§ TASK PROMPT:
Looking at the entries, say how many lines contain the string "names". Offer nothing besides the number.

§ MATERIAL TO PROCESS:
*** Begin section ***

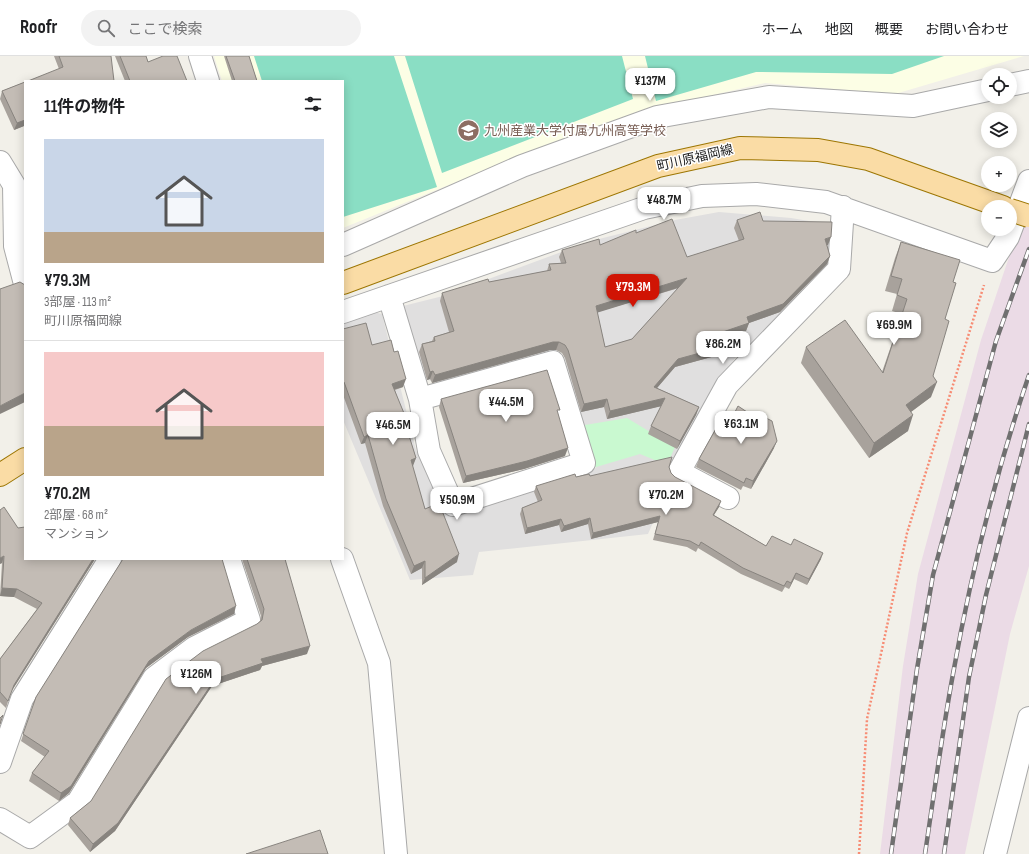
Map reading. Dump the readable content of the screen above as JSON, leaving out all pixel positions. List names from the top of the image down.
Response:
{
  "streets": {
    "main road": ["町川原福岡線"]
  },
  "places": {
    "school or university": ["九州産業大学付属九州高等学校"]
  },
  "page": {
    "header": "Roofr",
    "search": "ここで検索",
    "nav": [
      "ホーム",
      "地図",
      "概要",
      "お問い合わせ"
    ],
    "map_buttons": ["+", "−"],
    "price": [
      "¥137M",
      "¥48.7M",
      "¥79.3M",
      "¥69.9M",
      "¥86.2M",
      "¥44.5M",
      "¥63.1M",
      "¥46.5M",
      "¥70.2M",
      "¥50.9M",
      "¥126M"
    ],
    "heading": "11件の物件",
    "list": [
      {
        "name": "¥79.3M",
        "note": "3部屋 · 113 m² · 町川原福岡線"
      },
      {
        "name": "¥70.2M",
        "note": "2部屋 · 68 m² · マンション"
      }
    ]
  }
}
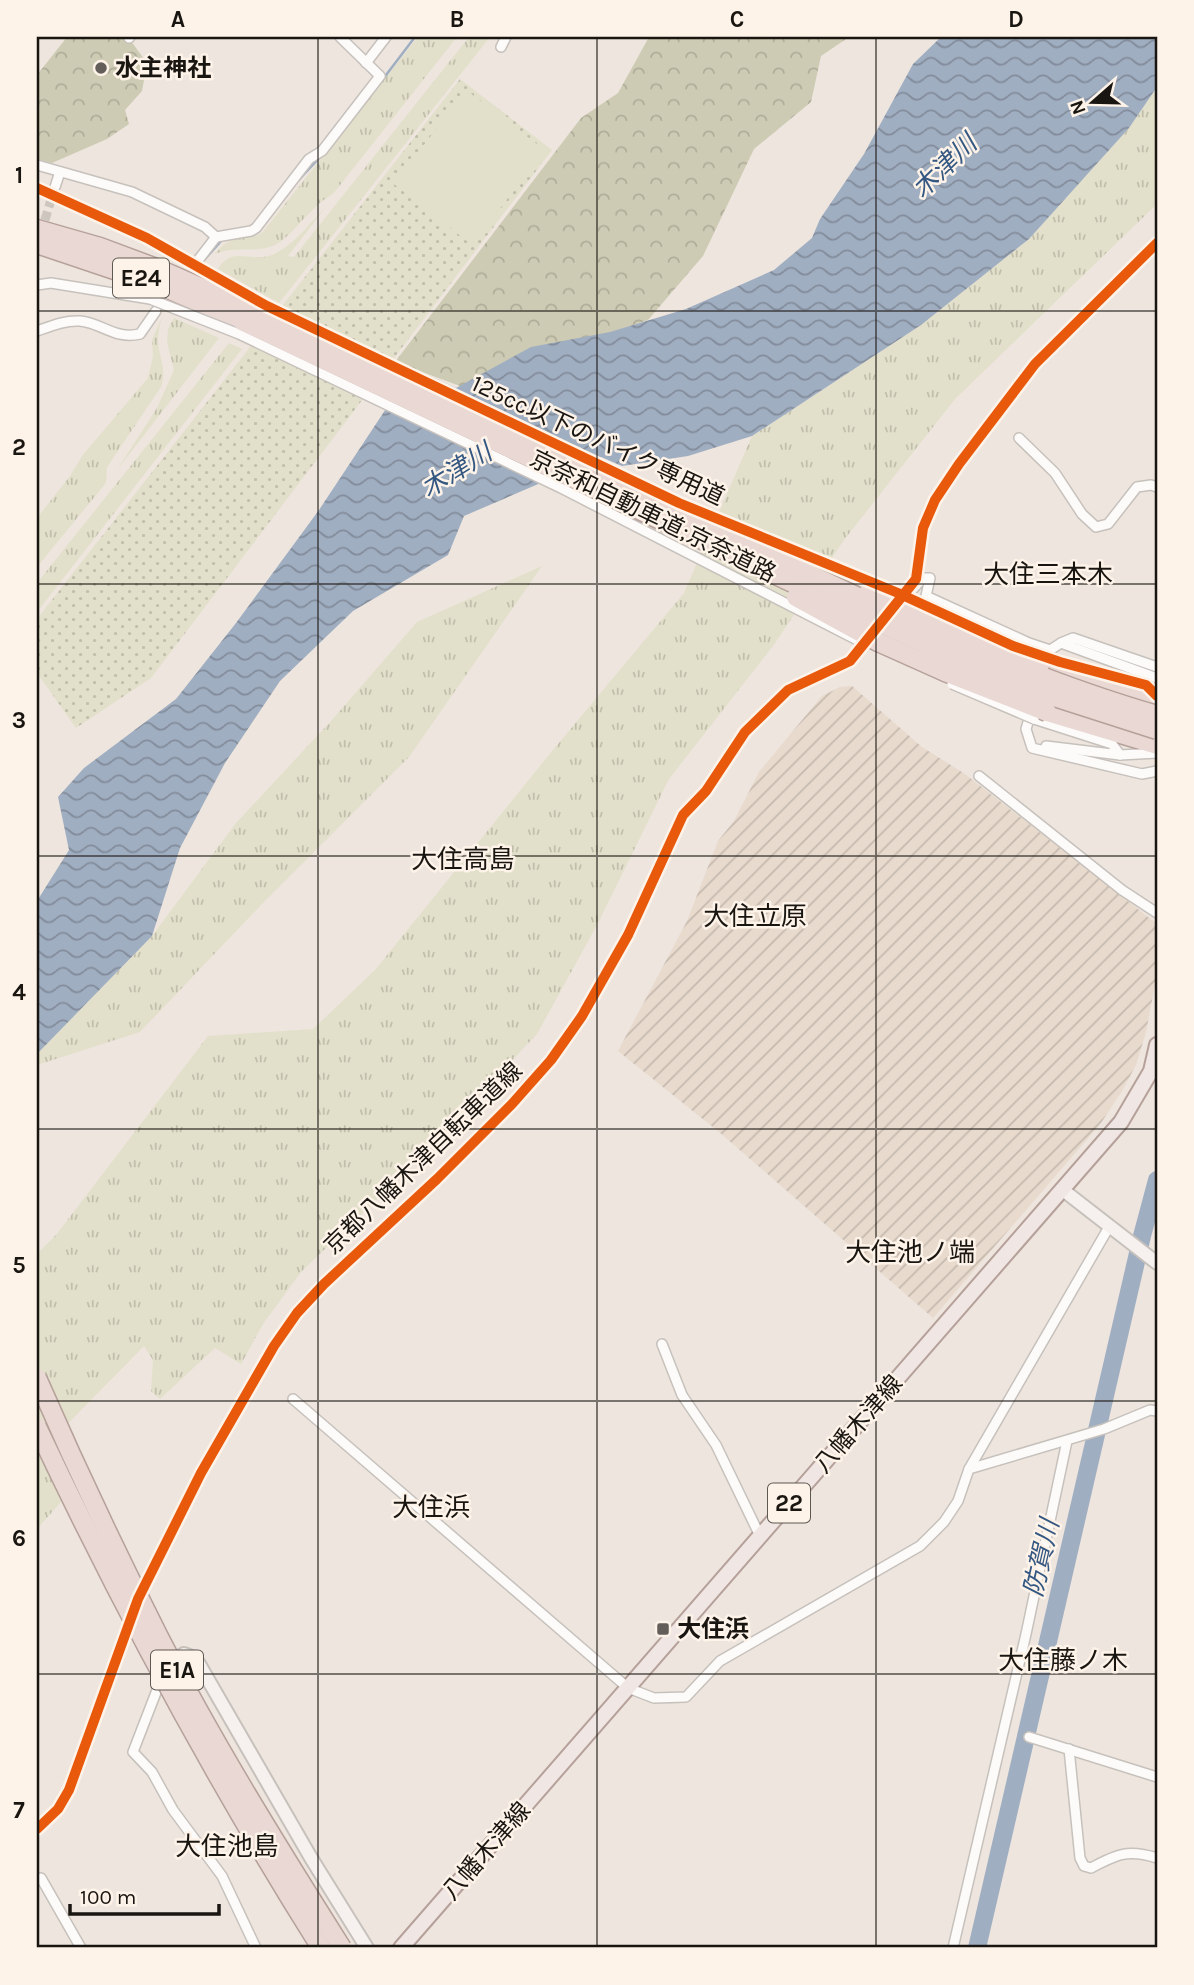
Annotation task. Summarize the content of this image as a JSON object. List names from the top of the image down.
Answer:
{
  "streets": {
    "highway": ["E24", "京奈和自動車道;京奈道路", "E1A"],
    "main road": ["八幡木津線", "22"],
    "street": ["125cc以下のバイク専用道"],
    "cycle path": ["京都八幡木津自転車道線"]
  },
  "districts": [
    "大住三本木",
    "大住高島",
    "大住立原",
    "大住池ノ端",
    "大住浜",
    "大住藤ノ木",
    "大住池島"
  ],
  "water": ["木津川", "防賀川"],
  "places": {
    "other": ["水主神社"],
    "transit": ["大住浜"]
  },
  "scale_bar": "100 m",
  "north": "left",
  "grid": {
    "columns": [
      "A",
      "B",
      "C",
      "D"
    ],
    "rows": [
      "1",
      "2",
      "3",
      "4",
      "5",
      "6",
      "7"
    ]
  }
}
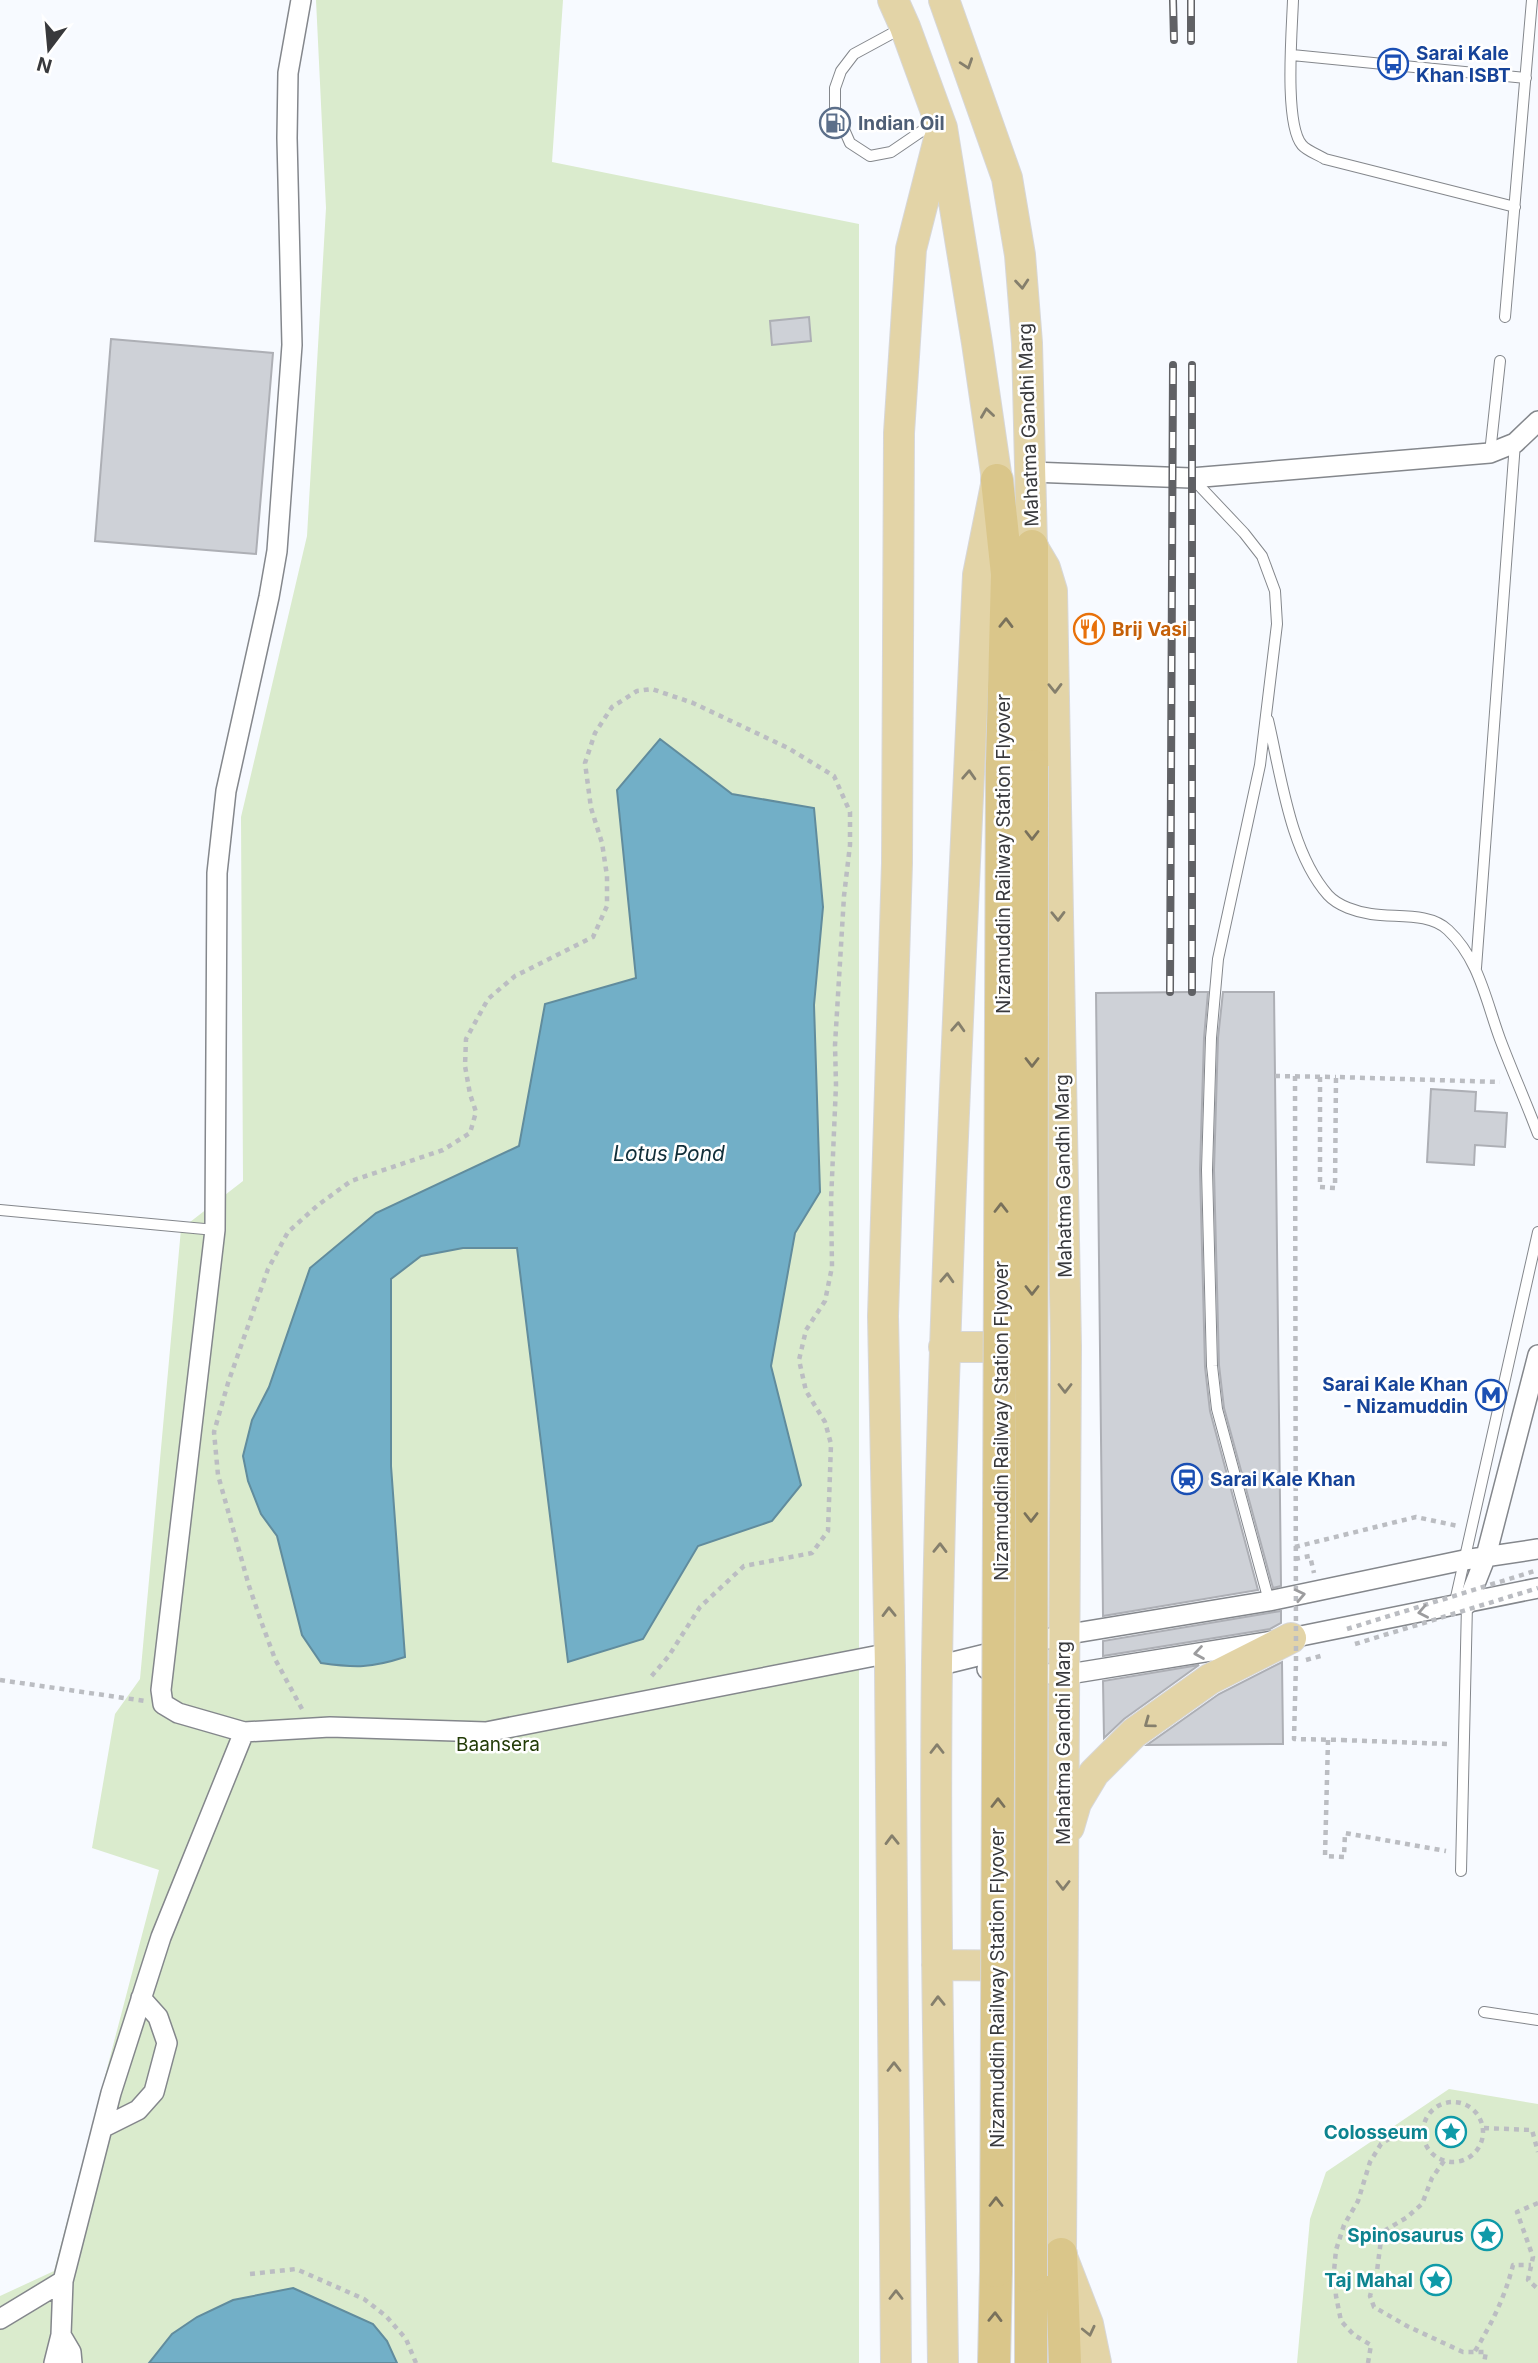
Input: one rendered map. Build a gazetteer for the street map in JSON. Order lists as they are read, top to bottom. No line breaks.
{"streets":{"highway":["Nizamuddin Railway Station Flyover"],"main road":["Mahatma Gandhi Marg"]},"crossings":[["Mahatma Gandhi Marg","Nizamuddin Railway Station Flyover"]],"water":["Lotus Pond"],"parks":["Baansera"],"places":{"bus stop":["Sarai Kale Khan ISBT"],"fuel station":["Indian Oil"],"restaurant":["Brij Vasi"],"metro station":["Sarai Kale Khan - Nizamuddin"],"station":["Sarai Kale Khan"],"place":["Colosseum","Spinosaurus","Taj Mahal"]},"north":"bottom"}
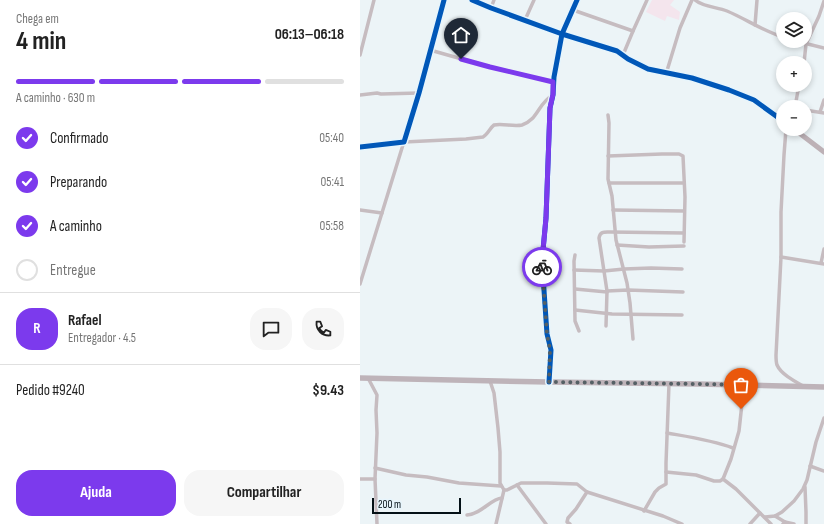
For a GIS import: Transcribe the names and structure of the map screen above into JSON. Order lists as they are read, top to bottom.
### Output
{
  "scale_bar": "200 m",
  "page": {
    "heading": ["4 min", "Chega em", "06:13–06:18"],
    "panel": [
      "Rafael",
      "Entregador · 4.5",
      "Pedido #9240",
      "$9.43"
    ],
    "map_buttons": ["+", "−"],
    "bar": "A caminho · 630 m",
    "list": [
      ["Confirmado", "05:40"],
      ["Preparando", "05:41"],
      ["A caminho", "05:58"],
      "Entregue"
    ],
    "round": "R",
    "buttons": ["Ajuda", "Compartilhar"],
    "scale": "200 m"
  }
}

*** End section ***

§ RESPONSE:
3